• **About this task**: Return verbatim every line from the first line of the data below to the line that contains "filter:drop-shadow(2px 0 #98a2aa)", inclusive, and no further.

• **Records drawn from a dataset**:
- - - - - - -
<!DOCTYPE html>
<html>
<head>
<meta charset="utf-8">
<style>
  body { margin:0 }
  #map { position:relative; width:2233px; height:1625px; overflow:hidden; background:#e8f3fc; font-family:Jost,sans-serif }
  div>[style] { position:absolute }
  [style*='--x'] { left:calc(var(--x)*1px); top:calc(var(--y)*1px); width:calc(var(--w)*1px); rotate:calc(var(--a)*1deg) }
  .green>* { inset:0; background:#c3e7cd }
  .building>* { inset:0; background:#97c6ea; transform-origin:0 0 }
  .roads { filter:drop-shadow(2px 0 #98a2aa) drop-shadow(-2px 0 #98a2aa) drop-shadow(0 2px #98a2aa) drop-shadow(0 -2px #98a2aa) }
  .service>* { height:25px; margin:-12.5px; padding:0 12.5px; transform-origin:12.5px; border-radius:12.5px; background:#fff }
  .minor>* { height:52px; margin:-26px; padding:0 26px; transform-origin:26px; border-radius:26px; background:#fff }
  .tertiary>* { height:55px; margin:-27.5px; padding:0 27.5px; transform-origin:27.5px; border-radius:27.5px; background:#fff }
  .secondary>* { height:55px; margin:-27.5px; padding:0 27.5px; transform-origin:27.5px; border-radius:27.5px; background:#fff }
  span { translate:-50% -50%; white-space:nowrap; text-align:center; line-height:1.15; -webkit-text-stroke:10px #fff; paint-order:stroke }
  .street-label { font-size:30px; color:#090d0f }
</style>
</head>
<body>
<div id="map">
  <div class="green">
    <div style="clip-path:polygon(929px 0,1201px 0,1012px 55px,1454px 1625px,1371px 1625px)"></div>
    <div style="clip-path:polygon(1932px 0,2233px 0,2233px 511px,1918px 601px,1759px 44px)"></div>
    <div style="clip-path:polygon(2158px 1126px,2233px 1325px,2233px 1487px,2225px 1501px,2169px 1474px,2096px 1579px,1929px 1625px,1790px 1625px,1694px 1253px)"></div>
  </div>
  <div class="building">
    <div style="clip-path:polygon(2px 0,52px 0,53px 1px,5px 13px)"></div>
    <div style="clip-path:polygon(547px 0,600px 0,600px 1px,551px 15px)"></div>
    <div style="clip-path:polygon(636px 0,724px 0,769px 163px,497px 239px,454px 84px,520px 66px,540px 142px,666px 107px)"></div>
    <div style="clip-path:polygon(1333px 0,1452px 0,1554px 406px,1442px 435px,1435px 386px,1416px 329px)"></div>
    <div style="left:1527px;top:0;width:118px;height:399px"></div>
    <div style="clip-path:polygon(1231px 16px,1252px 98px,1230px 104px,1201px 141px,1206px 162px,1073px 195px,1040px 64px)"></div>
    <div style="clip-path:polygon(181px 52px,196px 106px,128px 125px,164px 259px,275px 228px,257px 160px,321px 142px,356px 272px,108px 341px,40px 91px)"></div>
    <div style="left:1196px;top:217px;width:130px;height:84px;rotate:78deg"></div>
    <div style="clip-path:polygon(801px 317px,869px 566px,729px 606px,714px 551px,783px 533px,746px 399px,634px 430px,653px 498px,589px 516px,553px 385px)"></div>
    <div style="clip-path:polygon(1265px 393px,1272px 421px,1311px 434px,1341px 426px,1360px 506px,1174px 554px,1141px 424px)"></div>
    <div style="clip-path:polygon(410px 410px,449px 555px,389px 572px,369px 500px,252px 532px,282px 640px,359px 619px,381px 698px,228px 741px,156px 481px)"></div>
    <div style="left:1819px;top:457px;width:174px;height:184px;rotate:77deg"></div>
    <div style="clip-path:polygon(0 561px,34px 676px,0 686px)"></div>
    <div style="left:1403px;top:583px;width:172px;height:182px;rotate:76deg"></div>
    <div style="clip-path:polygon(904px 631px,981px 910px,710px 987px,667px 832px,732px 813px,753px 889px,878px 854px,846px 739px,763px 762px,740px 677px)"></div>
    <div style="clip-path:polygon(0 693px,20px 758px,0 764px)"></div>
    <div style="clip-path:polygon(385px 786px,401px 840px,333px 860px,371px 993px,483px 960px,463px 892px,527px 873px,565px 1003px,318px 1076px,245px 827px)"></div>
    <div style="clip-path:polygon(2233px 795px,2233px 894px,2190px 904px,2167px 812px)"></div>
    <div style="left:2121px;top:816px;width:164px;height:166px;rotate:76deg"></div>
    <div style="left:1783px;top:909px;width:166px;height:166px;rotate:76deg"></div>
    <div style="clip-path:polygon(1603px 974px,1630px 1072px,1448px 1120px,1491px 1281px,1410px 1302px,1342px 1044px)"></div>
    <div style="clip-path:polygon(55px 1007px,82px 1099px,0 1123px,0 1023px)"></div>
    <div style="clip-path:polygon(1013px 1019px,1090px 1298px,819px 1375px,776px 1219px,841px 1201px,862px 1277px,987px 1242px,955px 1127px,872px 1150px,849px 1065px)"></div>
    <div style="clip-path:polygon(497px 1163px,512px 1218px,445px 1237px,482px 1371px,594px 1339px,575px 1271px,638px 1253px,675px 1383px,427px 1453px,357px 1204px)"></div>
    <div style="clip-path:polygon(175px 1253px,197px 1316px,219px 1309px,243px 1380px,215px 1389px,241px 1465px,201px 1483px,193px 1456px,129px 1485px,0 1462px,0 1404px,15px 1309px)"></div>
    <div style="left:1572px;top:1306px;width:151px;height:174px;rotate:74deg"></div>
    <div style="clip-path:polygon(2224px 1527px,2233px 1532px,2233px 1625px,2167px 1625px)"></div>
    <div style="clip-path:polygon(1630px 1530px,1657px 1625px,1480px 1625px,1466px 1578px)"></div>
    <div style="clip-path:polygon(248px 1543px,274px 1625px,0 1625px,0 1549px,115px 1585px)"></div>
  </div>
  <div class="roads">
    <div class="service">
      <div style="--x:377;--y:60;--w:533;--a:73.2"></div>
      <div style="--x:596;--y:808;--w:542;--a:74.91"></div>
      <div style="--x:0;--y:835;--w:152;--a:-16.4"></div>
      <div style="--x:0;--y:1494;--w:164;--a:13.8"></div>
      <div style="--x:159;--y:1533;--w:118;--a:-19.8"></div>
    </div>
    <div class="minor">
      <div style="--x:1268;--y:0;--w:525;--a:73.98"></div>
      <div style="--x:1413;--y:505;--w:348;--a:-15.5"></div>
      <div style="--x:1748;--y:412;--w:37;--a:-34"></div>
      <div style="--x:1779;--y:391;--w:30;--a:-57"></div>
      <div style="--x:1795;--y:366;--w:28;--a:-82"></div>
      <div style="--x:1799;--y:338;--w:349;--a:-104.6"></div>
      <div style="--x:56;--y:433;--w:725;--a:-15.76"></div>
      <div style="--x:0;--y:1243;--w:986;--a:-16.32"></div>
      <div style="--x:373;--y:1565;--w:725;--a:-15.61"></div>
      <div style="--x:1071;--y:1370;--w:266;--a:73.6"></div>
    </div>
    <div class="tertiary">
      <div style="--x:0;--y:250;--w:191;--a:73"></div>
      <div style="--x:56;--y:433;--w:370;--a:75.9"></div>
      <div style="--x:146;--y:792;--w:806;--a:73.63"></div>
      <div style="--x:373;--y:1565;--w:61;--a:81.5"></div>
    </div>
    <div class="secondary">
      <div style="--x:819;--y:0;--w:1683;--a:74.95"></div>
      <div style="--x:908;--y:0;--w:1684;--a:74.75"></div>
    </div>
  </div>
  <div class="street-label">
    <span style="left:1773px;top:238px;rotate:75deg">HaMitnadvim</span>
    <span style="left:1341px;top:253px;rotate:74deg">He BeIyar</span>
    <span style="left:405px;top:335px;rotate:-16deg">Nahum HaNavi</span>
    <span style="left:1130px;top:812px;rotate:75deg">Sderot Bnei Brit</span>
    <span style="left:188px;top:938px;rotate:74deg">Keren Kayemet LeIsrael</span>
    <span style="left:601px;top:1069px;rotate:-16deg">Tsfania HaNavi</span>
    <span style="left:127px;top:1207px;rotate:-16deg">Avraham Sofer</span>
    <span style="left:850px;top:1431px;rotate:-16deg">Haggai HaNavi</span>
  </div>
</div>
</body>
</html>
- - - - - - -
• **Written answer**:
<!DOCTYPE html>
<html>
<head>
<meta charset="utf-8">
<style>
  body { margin:0 }
  #map { position:relative; width:2233px; height:1625px; overflow:hidden; background:#e8f3fc; font-family:Jost,sans-serif }
  div>[style] { position:absolute }
  [style*='--x'] { left:calc(var(--x)*1px); top:calc(var(--y)*1px); width:calc(var(--w)*1px); rotate:calc(var(--a)*1deg) }
  .green>* { inset:0; background:#c3e7cd }
  .building>* { inset:0; background:#97c6ea; transform-origin:0 0 }
  .roads { filter:drop-shadow(2px 0 #98a2aa) drop-shadow(-2px 0 #98a2aa) drop-shadow(0 2px #98a2aa) drop-shadow(0 -2px #98a2aa) }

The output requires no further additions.